• **WORK REQUEST**: Beneath this instruction is a listing; write out exactly the line that contains "M173 155 174 176" and each line after it to the last.

• **RECORD EXTRACTS**:

····················

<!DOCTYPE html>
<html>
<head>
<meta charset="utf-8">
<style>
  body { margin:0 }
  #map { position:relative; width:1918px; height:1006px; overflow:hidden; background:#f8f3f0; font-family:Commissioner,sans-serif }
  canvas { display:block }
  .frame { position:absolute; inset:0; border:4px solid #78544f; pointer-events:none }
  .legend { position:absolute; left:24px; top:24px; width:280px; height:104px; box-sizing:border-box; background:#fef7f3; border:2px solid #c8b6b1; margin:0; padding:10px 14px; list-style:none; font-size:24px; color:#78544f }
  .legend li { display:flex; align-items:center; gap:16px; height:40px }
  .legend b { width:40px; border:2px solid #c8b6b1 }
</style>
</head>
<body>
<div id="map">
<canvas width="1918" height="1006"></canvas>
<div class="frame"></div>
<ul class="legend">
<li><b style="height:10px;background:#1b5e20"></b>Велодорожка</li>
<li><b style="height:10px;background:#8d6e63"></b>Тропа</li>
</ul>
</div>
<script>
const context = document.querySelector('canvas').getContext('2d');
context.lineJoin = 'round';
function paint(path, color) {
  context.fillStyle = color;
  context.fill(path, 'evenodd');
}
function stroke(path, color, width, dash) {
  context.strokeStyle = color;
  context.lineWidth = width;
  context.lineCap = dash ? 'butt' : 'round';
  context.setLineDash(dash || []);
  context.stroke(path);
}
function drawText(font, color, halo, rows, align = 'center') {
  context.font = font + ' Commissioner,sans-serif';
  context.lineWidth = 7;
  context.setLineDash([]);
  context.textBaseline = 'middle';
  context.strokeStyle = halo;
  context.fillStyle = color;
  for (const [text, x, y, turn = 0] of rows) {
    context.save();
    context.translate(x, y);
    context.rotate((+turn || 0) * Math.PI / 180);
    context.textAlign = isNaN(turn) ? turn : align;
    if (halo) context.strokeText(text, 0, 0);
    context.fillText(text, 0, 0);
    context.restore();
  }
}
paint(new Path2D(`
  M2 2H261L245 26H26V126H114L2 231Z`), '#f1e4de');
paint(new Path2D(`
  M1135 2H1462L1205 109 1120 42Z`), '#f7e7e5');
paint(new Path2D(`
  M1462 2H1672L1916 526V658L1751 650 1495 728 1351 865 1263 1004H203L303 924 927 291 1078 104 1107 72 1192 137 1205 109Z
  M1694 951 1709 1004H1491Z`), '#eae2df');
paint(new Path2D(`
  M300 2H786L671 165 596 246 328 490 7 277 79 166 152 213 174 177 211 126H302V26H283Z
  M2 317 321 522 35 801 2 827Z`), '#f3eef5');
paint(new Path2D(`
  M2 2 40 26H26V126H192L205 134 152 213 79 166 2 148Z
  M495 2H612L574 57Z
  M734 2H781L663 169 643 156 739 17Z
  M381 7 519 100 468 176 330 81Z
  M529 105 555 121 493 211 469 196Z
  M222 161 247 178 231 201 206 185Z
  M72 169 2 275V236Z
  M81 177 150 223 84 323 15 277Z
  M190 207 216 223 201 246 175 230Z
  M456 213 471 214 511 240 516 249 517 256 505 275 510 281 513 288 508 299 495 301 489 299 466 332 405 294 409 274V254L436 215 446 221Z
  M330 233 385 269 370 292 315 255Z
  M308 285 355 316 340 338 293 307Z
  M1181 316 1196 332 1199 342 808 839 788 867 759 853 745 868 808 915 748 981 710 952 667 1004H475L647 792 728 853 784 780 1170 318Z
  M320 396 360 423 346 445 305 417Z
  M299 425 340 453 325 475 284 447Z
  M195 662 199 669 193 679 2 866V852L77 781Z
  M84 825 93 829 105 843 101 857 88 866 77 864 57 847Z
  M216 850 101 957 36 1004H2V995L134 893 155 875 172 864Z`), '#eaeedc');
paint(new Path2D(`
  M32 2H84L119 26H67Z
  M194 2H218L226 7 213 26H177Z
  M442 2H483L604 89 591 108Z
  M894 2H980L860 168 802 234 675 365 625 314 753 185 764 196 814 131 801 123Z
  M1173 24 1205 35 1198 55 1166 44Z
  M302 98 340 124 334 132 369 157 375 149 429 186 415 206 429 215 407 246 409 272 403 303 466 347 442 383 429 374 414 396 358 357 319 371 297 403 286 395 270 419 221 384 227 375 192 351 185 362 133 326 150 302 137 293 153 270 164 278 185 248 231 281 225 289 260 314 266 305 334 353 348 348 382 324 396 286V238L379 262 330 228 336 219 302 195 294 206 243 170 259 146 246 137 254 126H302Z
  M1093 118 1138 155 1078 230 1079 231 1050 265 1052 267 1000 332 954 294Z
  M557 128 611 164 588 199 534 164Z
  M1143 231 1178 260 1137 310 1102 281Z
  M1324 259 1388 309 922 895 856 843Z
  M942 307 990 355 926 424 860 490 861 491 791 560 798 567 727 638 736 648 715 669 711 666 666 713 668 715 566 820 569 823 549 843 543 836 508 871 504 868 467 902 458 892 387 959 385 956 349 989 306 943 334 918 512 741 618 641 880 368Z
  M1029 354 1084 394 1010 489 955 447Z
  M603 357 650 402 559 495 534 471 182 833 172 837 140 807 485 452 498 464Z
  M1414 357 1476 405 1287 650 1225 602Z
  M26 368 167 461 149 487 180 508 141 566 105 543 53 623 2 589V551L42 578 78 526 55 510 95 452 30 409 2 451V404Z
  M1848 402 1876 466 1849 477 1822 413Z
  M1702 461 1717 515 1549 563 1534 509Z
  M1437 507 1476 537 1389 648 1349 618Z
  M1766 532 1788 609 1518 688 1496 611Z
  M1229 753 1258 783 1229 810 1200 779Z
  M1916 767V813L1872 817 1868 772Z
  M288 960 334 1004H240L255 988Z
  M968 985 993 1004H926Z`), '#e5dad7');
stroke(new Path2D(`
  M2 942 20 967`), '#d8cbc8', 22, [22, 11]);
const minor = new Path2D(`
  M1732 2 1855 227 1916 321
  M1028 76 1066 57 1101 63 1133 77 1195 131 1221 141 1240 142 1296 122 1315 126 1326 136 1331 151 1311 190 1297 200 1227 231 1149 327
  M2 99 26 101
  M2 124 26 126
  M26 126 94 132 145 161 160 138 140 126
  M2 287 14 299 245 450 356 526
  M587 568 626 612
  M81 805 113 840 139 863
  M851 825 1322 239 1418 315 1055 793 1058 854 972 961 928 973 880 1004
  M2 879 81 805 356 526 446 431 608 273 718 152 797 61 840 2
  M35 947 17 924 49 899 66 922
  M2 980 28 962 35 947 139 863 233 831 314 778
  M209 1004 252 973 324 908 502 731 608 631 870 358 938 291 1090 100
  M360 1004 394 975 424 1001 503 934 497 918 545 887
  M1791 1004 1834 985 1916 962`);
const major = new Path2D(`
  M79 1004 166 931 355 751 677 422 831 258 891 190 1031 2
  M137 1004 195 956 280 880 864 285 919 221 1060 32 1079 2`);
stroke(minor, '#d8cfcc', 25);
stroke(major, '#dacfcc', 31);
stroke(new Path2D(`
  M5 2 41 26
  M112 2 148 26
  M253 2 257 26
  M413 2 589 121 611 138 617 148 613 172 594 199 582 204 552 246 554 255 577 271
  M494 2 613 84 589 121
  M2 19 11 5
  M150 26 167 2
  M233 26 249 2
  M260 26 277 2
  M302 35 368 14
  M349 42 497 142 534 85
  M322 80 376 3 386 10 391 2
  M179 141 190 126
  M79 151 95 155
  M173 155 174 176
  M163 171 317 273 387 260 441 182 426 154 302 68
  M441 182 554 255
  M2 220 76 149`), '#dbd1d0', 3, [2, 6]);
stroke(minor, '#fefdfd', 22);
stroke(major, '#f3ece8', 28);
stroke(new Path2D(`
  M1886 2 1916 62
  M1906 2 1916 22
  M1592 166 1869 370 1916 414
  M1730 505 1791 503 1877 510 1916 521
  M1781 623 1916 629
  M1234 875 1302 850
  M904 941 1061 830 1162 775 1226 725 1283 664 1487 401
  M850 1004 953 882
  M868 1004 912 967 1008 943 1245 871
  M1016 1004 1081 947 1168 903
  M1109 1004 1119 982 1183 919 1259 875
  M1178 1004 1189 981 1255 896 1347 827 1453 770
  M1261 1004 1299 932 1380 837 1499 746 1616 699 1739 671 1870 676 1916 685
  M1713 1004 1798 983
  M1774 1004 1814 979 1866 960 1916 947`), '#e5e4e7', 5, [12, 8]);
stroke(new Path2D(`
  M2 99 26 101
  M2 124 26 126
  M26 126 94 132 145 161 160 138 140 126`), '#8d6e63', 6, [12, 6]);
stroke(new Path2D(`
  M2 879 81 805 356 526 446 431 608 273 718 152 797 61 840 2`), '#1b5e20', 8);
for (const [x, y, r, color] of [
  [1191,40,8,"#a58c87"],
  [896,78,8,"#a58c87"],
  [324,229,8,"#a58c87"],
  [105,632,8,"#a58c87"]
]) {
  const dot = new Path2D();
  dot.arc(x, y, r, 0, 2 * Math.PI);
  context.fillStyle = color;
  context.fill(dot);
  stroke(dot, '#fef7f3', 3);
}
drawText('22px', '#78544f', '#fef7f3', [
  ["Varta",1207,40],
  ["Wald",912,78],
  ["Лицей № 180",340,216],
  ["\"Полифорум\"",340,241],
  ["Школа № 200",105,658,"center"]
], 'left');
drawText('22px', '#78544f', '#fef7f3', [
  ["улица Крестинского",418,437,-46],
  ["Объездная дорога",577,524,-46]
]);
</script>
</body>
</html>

····················

• **EXERCISE ANSWER**:
  M173 155 174 176
  M163 171 317 273 387 260 441 182 426 154 302 68
  M441 182 554 255
  M2 220 76 149`), '#dbd1d0', 3, [2, 6]);
stroke(minor, '#fefdfd', 22);
stroke(major, '#f3ece8', 28);
stroke(new Path2D(`
  M1886 2 1916 62
  M1906 2 1916 22
  M1592 166 1869 370 1916 414
  M1730 505 1791 503 1877 510 1916 521
  M1781 623 1916 629
  M1234 875 1302 850
  M904 941 1061 830 1162 775 1226 725 1283 664 1487 401
  M850 1004 953 882
  M868 1004 912 967 1008 943 1245 871
  M1016 1004 1081 947 1168 903
  M1109 1004 1119 982 1183 919 1259 875
  M1178 1004 1189 981 1255 896 1347 827 1453 770
  M1261 1004 1299 932 1380 837 1499 746 1616 699 1739 671 1870 676 1916 685
  M1713 1004 1798 983
  M1774 1004 1814 979 1866 960 1916 947`), '#e5e4e7', 5, [12, 8]);
stroke(new Path2D(`
  M2 99 26 101
  M2 124 26 126
  M26 126 94 132 145 161 160 138 140 126`), '#8d6e63', 6, [12, 6]);
stroke(new Path2D(`
  M2 879 81 805 356 526 446 431 608 273 718 152 797 61 840 2`), '#1b5e20', 8);
for (const [x, y, r, color] of [
  [1191,40,8,"#a58c87"],
  [896,78,8,"#a58c87"],
  [324,229,8,"#a58c87"],
  [105,632,8,"#a58c87"]
]) {
  const dot = new Path2D();
  dot.arc(x, y, r, 0, 2 * Math.PI);
  context.fillStyle = color;
  context.fill(dot);
  stroke(dot, '#fef7f3', 3);
}
drawText('22px', '#78544f', '#fef7f3', [
  ["Varta",1207,40],
  ["Wald",912,78],
  ["Лицей № 180",340,216],
  ["\"Полифорум\"",340,241],
  ["Школа № 200",105,658,"center"]
], 'left');
drawText('22px', '#78544f', '#fef7f3', [
  ["улица Крестинского",418,437,-46],
  ["Объездная дорога",577,524,-46]
]);
</script>
</body>
</html>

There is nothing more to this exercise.